I've had a Karavan trailer for 15 years & no complaints.


----------



## TOY BOAT (Jan 28, 2013)

So a little update. 
I decided against the smaller trailer, and went with something a bit bigger. The one I had originally picked had 40" between the fenders. It was far too narrow for my boat. I went with a trailer which is longer, and has 56" between the fenders. The Karavan KBL-1200-56 It is wide enough for my boat to just sit between the fenders, and keep it as low as possible, plus it comes with a full set of keel rollers, and at 21' it is long enough to keep my tow vehicle out of the water.


----------



## TOY BOAT (Mar 2, 2013)

So I picked up my new trailer yesterday. Today I moved snow around to get it back to the boat. I made several measurements, then moved everything on the new trailer to about where it wants to be for the new boat. I then removed the winch stand from the old trailer, and rolled the new one up to the boat, and winched the boat off the old trailer, and onto the new one. It actually came out perfect. The transom is just on the back of the bunks.
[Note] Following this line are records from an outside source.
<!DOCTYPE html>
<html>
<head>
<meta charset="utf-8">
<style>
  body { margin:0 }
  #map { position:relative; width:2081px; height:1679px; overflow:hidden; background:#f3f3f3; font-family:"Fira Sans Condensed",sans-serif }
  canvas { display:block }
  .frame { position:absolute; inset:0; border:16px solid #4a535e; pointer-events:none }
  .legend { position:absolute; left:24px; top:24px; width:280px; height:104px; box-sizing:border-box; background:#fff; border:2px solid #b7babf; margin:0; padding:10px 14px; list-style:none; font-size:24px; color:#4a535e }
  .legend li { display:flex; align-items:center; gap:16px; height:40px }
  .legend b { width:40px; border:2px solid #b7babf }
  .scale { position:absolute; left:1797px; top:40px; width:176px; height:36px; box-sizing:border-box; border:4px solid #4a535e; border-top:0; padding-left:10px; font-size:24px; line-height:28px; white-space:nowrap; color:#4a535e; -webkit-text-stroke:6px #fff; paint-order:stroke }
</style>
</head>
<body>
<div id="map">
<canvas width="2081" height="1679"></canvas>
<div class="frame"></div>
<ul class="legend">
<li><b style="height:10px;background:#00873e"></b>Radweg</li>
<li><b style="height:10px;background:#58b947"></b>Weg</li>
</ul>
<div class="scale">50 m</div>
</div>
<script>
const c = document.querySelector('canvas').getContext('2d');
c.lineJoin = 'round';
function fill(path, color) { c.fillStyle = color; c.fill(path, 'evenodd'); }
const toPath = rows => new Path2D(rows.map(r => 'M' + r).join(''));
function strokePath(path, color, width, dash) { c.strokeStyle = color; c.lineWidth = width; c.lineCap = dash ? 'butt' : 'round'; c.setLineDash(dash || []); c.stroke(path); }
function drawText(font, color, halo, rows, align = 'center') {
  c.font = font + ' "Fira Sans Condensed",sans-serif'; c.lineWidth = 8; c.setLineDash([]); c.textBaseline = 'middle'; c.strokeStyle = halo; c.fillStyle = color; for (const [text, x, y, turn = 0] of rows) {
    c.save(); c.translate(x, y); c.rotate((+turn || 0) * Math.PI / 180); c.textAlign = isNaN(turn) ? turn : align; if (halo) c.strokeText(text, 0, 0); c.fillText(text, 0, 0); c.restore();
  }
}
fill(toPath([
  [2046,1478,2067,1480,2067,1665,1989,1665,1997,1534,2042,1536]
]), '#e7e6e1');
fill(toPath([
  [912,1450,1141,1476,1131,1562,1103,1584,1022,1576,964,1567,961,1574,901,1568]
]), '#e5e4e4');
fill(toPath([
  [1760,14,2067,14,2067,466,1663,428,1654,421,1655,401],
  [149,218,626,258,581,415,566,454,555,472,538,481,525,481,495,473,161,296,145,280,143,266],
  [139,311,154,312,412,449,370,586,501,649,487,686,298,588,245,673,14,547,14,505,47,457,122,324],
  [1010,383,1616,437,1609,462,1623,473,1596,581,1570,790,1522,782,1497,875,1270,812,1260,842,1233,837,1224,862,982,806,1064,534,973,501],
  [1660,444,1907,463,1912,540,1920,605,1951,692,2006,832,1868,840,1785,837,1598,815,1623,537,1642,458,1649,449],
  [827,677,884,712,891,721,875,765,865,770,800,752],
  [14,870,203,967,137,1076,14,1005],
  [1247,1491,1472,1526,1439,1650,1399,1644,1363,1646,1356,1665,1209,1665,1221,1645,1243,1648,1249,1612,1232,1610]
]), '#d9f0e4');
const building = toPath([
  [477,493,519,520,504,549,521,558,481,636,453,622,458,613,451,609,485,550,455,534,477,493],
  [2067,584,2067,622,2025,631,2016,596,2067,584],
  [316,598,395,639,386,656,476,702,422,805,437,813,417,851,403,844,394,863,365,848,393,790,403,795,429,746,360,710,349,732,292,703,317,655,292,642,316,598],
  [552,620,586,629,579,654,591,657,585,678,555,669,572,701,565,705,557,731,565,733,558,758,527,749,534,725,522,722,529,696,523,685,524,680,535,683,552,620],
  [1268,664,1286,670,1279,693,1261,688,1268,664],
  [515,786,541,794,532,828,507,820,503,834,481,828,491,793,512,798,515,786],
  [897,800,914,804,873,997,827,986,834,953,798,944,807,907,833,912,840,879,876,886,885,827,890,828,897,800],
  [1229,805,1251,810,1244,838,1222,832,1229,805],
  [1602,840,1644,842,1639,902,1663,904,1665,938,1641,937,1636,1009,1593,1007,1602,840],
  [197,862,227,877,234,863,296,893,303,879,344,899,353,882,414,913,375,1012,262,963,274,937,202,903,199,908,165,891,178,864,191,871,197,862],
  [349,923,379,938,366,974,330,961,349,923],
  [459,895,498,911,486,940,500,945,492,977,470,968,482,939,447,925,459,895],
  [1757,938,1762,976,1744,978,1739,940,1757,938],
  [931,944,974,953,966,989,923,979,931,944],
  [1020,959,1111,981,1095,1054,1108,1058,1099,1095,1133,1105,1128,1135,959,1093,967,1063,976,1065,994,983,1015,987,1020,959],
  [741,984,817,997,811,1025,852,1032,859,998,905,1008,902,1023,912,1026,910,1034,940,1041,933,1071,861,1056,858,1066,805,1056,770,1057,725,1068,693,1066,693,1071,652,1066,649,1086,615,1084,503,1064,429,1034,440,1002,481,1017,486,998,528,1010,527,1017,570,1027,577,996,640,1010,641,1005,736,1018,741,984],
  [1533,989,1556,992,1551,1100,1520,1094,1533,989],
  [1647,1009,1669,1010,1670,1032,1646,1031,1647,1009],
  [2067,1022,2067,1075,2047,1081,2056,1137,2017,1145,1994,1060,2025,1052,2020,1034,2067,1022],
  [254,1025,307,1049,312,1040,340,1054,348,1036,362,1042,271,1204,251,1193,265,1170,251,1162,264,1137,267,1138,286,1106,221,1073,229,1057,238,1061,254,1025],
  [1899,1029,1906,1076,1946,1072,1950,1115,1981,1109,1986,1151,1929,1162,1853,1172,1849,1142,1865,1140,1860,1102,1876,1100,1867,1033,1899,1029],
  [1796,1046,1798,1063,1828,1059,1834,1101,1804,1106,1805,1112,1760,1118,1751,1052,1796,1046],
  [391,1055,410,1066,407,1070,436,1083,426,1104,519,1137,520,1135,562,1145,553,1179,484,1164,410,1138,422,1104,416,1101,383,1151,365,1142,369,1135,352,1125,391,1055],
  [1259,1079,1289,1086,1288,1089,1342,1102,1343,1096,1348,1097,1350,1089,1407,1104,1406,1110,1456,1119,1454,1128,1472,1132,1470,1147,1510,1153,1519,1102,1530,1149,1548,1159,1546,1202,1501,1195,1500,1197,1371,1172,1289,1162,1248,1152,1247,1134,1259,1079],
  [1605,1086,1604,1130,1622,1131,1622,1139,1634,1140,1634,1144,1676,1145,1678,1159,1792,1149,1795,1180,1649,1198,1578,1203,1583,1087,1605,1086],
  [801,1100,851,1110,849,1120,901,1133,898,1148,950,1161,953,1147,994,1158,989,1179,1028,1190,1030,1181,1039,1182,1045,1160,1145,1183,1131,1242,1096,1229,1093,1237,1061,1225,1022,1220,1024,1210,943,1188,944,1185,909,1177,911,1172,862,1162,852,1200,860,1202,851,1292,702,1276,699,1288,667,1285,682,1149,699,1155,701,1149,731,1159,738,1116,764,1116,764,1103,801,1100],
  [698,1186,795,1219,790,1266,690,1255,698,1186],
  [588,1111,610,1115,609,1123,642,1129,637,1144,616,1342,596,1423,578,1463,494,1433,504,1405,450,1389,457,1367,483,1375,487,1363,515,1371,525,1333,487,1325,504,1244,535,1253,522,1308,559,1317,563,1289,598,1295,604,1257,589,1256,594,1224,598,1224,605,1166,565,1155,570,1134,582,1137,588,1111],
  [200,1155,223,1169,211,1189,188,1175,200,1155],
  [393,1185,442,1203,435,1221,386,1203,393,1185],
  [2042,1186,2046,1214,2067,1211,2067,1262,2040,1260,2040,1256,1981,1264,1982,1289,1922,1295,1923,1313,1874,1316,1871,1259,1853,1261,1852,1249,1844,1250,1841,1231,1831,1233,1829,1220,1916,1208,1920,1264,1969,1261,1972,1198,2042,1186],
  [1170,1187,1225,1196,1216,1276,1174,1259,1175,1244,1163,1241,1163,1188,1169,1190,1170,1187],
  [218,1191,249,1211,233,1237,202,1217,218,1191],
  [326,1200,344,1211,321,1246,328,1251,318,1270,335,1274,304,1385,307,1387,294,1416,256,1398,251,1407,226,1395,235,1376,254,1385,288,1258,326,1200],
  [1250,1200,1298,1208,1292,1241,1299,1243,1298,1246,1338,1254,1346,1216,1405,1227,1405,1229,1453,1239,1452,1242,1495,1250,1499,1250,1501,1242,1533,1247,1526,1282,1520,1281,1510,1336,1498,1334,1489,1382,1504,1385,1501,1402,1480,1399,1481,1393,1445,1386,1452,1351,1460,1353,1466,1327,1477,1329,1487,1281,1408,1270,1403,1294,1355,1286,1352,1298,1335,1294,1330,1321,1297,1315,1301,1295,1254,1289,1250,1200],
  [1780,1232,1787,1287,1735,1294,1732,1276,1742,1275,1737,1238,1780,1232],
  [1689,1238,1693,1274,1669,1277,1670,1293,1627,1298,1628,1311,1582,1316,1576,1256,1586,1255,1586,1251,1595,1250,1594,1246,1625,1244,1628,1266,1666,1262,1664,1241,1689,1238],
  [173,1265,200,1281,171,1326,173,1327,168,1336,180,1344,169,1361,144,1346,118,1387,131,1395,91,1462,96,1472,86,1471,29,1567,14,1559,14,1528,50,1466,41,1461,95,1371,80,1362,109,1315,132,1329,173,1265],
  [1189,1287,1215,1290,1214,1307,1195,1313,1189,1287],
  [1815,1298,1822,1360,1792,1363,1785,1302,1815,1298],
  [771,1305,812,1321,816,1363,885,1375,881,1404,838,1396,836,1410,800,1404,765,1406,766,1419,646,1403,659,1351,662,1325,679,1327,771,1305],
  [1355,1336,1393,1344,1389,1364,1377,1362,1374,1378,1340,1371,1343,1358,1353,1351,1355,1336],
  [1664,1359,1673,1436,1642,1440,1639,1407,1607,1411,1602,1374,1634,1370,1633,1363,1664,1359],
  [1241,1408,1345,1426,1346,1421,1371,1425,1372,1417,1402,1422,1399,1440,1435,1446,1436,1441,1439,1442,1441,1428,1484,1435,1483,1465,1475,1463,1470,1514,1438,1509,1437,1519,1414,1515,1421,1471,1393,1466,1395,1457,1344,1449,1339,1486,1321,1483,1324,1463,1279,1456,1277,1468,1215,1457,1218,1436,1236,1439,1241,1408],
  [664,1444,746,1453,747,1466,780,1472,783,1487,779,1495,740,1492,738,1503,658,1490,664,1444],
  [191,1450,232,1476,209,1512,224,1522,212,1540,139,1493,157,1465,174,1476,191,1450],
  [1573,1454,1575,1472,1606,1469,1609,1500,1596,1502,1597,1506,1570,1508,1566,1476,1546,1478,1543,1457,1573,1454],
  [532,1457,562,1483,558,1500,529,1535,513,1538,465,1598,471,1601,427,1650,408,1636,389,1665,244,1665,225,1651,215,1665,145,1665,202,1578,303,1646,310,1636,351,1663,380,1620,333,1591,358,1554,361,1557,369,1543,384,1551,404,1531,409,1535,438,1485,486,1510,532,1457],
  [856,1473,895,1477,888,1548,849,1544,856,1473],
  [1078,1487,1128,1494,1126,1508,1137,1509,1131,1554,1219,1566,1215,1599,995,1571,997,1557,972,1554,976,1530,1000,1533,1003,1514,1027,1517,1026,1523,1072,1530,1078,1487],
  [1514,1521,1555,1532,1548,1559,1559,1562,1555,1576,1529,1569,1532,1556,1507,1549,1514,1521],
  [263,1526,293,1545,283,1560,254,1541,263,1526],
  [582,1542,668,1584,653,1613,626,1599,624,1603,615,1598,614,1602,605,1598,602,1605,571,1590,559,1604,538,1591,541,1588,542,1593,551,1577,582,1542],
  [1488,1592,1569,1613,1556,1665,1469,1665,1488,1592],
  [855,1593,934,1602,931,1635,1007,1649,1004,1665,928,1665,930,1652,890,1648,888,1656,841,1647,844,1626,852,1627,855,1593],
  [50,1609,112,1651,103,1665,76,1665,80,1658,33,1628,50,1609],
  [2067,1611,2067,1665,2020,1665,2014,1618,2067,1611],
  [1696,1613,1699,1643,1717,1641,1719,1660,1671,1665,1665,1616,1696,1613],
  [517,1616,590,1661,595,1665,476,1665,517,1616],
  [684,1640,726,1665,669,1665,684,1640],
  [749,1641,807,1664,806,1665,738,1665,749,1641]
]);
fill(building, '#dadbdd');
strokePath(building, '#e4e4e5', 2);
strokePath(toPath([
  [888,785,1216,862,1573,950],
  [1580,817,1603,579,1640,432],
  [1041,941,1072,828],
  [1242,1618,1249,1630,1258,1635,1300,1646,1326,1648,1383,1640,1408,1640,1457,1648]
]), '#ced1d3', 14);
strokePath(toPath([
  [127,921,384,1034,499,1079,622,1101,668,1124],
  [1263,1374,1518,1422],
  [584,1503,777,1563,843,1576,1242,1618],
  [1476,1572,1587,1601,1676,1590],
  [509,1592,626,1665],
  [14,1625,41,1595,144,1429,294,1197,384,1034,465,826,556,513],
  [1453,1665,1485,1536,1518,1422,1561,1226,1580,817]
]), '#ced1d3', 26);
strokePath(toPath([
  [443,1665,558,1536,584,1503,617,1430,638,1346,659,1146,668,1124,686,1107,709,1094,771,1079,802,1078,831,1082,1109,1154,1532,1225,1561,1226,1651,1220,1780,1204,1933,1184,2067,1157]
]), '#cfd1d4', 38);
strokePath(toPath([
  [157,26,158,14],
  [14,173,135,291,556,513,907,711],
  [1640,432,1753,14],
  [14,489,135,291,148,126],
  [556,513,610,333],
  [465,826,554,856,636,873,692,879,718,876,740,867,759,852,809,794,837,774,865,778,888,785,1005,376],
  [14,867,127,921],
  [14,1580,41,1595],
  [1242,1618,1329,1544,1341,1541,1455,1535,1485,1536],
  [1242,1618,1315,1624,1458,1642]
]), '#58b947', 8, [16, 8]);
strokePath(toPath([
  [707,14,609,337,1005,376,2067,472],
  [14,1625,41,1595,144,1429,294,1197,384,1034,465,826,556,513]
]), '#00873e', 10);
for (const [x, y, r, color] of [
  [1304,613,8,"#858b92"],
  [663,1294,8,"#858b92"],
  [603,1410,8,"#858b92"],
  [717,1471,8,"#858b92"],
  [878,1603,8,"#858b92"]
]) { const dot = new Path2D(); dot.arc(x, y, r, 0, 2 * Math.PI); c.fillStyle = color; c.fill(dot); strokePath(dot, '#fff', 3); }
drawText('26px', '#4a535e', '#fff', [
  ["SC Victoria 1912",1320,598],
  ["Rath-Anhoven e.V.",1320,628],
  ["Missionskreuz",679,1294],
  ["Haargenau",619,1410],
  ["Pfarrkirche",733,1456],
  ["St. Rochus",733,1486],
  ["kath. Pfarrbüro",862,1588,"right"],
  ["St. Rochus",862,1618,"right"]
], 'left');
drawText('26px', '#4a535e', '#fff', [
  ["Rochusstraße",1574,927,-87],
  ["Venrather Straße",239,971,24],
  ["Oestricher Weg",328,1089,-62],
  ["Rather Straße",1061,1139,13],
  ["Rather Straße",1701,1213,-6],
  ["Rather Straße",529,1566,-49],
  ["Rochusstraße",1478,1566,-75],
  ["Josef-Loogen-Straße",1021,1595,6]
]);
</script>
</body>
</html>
I had to raise the front of the bunks one hole, and I still have to raise the middle, and rear keel rollers, but all in all, it sits pretty good. Not bad for a situation where there was a foot of snow 50' between the new trailer, and the old one, and I did everything by myself. I was a shoveling fool. LOL


----------



## malaki (Mar 3, 2013)

Great idea! Nice easy transfer!


----------